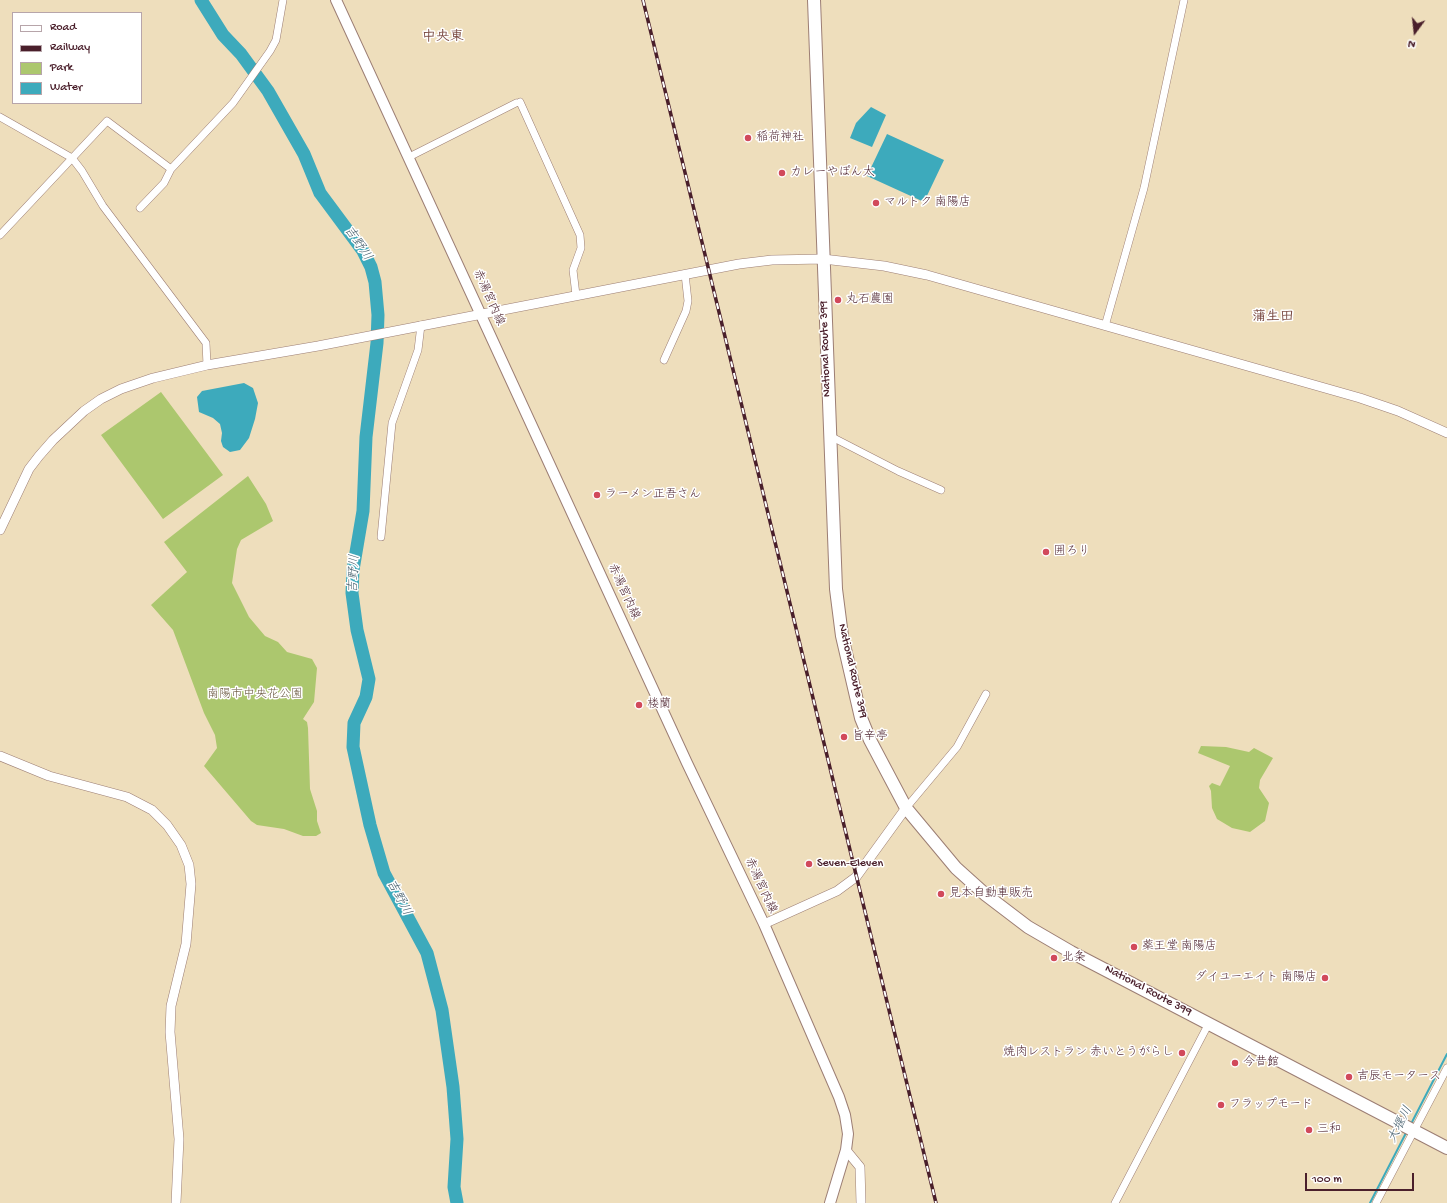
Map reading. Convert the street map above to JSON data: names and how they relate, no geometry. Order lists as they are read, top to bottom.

==

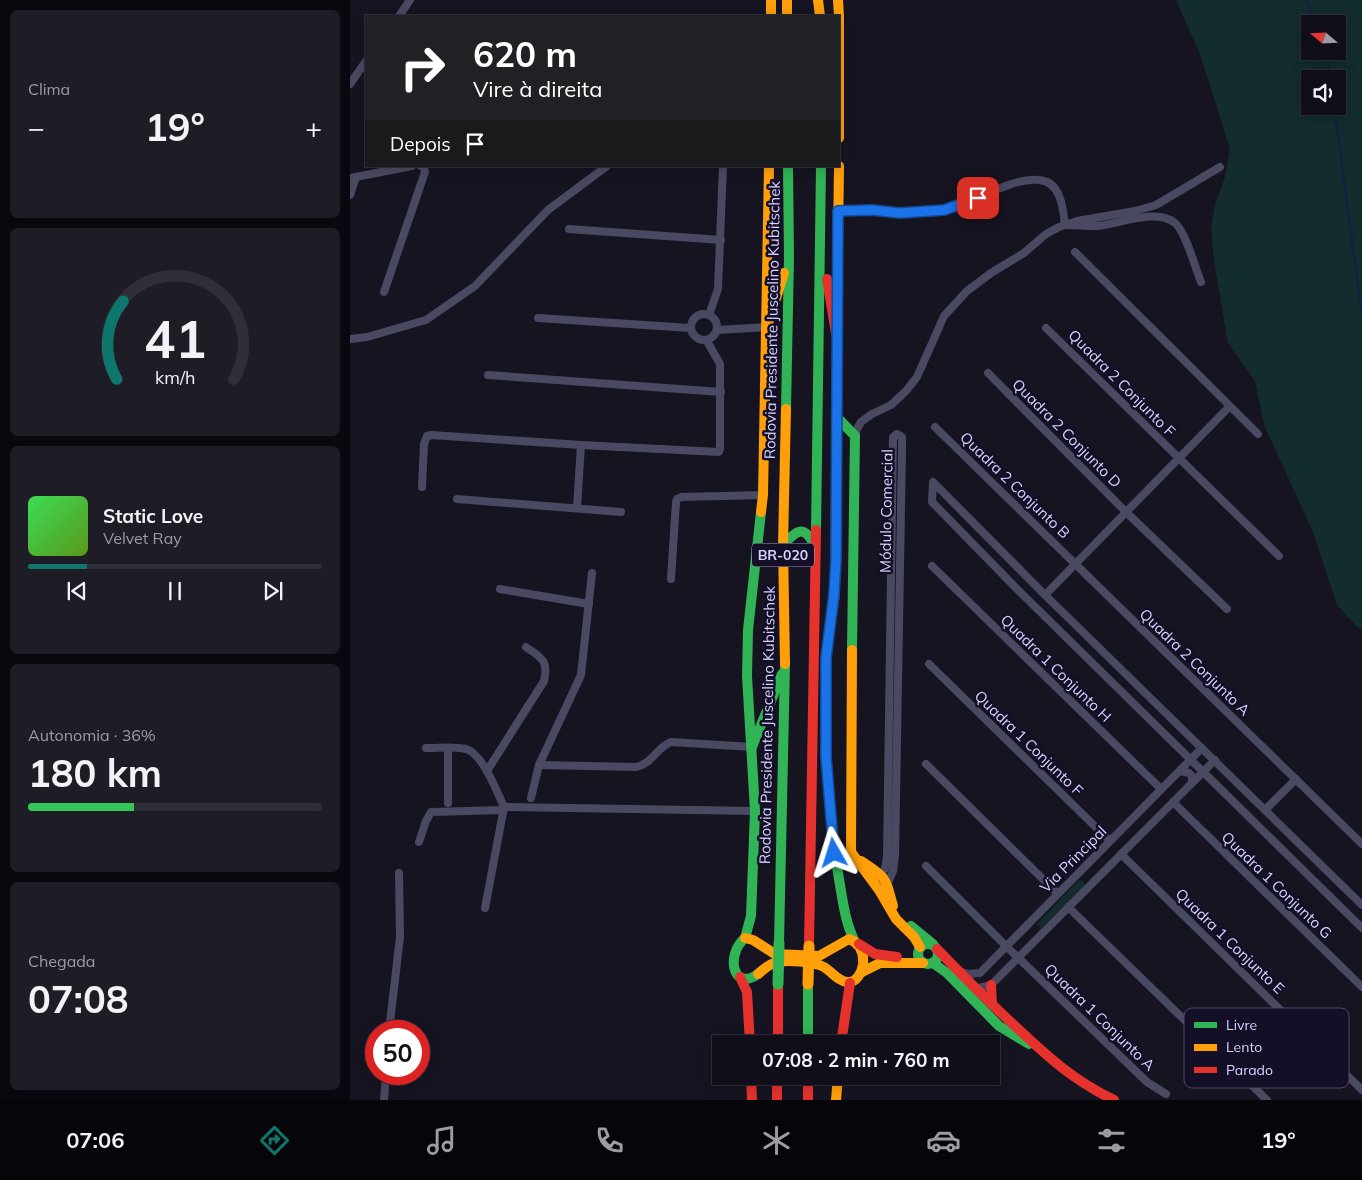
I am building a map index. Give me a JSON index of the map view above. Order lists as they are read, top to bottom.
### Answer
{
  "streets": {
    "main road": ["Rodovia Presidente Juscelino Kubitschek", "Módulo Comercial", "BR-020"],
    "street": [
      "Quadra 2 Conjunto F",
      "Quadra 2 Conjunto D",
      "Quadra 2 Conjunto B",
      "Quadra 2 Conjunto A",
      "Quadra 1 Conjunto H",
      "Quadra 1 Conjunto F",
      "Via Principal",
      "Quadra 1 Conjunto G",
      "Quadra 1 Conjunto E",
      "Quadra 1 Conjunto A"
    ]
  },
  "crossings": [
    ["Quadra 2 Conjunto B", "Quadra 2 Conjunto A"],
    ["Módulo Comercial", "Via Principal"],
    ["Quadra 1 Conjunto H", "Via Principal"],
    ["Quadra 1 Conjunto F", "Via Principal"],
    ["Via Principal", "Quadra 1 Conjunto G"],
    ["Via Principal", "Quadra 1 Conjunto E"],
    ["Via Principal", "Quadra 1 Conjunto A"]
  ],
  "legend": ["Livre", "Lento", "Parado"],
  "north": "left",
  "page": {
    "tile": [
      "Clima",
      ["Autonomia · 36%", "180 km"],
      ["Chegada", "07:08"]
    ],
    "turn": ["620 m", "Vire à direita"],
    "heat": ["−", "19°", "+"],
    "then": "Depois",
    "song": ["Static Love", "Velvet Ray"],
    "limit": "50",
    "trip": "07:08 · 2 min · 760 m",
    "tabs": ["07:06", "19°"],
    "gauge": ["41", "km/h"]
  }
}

_What to do_:
Set out every line from the material that contains the string "bottom".

_Exercise output_:
Map reading. Convert the street map above to JSON data: names and how they relate, no geometry. Order lists as they are read, top to bottom.
I am building a map index. Give me a JSON index of the map view above. Order lists as they are read, top to bottom.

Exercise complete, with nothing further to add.